Exercise =
Please retype the line that contains "Build a gazetteer" and all lines that follow it to the end of the entries below, exactly as they stand, with nothing added.
╭─ Material to process
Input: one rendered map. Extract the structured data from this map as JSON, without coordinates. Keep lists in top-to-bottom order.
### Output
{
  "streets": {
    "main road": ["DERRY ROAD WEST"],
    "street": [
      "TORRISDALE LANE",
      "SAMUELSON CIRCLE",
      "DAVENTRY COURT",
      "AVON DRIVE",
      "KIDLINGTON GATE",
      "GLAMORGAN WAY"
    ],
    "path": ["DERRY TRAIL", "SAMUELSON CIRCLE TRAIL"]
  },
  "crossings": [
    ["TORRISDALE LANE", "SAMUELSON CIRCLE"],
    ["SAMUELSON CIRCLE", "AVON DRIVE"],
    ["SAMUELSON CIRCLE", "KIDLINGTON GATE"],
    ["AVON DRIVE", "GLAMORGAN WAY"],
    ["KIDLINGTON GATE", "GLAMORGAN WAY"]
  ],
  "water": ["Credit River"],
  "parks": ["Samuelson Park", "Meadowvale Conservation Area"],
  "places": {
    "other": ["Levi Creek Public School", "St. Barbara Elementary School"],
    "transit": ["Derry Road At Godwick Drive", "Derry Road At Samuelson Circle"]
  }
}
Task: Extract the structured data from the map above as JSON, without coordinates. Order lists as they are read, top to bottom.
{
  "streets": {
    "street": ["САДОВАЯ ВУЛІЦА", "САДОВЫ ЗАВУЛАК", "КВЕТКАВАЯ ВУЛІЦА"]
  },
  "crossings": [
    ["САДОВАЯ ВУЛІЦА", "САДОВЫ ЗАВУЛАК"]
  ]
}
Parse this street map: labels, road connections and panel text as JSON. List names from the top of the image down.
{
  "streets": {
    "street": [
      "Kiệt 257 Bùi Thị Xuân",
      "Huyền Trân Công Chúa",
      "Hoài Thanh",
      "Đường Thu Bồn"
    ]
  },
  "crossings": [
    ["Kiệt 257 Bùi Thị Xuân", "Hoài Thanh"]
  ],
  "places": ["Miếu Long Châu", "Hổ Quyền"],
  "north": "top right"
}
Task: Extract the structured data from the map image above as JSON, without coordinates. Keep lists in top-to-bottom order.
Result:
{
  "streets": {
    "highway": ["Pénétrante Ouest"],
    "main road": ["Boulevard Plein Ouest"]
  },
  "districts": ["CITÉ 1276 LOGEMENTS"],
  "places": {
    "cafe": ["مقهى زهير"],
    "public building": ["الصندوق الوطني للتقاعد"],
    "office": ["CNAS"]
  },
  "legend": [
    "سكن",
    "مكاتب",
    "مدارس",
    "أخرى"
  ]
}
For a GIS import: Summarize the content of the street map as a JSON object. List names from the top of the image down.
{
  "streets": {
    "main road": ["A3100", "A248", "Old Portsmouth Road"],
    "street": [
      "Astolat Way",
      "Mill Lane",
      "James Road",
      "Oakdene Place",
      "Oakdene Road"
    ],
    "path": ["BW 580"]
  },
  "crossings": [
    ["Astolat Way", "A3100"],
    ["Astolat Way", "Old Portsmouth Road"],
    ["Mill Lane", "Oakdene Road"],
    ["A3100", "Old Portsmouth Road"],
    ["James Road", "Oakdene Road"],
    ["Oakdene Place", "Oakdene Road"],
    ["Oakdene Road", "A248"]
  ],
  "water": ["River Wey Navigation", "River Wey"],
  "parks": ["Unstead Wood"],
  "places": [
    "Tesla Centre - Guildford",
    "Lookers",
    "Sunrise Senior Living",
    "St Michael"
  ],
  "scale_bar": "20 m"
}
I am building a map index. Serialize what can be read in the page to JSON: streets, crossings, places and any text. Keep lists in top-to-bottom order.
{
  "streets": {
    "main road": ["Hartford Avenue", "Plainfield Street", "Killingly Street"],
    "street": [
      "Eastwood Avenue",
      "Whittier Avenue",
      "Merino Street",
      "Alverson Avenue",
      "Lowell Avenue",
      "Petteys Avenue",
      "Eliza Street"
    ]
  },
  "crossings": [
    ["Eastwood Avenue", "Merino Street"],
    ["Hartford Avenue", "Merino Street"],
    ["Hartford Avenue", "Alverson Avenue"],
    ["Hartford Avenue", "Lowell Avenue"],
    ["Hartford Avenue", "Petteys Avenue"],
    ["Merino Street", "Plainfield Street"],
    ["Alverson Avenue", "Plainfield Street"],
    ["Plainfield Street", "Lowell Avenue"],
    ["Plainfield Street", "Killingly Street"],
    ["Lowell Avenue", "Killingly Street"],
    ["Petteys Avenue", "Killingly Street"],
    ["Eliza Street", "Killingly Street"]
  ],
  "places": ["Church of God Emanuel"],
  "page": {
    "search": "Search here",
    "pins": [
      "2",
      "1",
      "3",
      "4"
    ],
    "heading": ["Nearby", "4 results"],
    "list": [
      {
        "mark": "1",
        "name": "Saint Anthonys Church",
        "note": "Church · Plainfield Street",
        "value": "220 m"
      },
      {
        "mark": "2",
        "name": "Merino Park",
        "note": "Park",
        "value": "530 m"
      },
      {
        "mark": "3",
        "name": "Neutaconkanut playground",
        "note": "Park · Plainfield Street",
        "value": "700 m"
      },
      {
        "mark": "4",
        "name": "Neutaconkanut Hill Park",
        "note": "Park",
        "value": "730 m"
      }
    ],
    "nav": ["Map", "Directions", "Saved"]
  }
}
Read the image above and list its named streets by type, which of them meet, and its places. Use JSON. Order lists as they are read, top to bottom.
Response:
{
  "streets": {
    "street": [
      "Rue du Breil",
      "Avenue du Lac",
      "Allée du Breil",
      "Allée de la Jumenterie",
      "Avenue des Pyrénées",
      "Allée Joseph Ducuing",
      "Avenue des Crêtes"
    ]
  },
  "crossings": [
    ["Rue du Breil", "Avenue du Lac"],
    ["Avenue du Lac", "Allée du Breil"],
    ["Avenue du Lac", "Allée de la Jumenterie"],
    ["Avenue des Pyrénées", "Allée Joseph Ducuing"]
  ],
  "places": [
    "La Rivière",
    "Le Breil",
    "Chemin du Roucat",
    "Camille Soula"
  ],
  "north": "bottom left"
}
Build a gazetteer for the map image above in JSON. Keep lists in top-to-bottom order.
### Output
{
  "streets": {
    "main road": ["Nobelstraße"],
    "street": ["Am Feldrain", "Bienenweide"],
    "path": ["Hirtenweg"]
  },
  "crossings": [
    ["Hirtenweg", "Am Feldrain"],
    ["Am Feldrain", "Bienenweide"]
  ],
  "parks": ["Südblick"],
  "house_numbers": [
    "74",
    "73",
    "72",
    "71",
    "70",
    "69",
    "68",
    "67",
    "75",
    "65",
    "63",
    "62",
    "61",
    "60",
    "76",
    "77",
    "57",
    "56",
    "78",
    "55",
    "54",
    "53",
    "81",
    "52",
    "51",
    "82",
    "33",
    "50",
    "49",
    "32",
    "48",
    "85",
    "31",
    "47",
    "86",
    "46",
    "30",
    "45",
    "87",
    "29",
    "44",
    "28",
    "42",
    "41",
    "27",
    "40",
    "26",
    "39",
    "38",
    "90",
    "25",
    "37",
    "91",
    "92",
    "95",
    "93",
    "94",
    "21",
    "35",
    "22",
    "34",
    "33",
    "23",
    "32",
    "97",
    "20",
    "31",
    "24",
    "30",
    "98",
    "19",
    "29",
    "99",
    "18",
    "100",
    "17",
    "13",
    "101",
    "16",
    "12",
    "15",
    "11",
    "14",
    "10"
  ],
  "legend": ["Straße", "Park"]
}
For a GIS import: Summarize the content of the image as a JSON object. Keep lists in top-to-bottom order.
╰─
Finished exercise =
Build a gazetteer for the map image above in JSON. Keep lists in top-to-bottom order.
### Output
{
  "streets": {
    "main road": ["Nobelstraße"],
    "street": ["Am Feldrain", "Bienenweide"],
    "path": ["Hirtenweg"]
  },
  "crossings": [
    ["Hirtenweg", "Am Feldrain"],
    ["Am Feldrain", "Bienenweide"]
  ],
  "parks": ["Südblick"],
  "house_numbers": [
    "74",
    "73",
    "72",
    "71",
    "70",
    "69",
    "68",
    "67",
    "75",
    "65",
    "63",
    "62",
    "61",
    "60",
    "76",
    "77",
    "57",
    "56",
    "78",
    "55",
    "54",
    "53",
    "81",
    "52",
    "51",
    "82",
    "33",
    "50",
    "49",
    "32",
    "48",
    "85",
    "31",
    "47",
    "86",
    "46",
    "30",
    "45",
    "87",
    "29",
    "44",
    "28",
    "42",
    "41",
    "27",
    "40",
    "26",
    "39",
    "38",
    "90",
    "25",
    "37",
    "91",
    "92",
    "95",
    "93",
    "94",
    "21",
    "35",
    "22",
    "34",
    "33",
    "23",
    "32",
    "97",
    "20",
    "31",
    "24",
    "30",
    "98",
    "19",
    "29",
    "99",
    "18",
    "100",
    "17",
    "13",
    "101",
    "16",
    "12",
    "15",
    "11",
    "14",
    "10"
  ],
  "legend": ["Straße", "Park"]
}
For a GIS import: Summarize the content of the image as a JSON object. Keep lists in top-to-bottom order.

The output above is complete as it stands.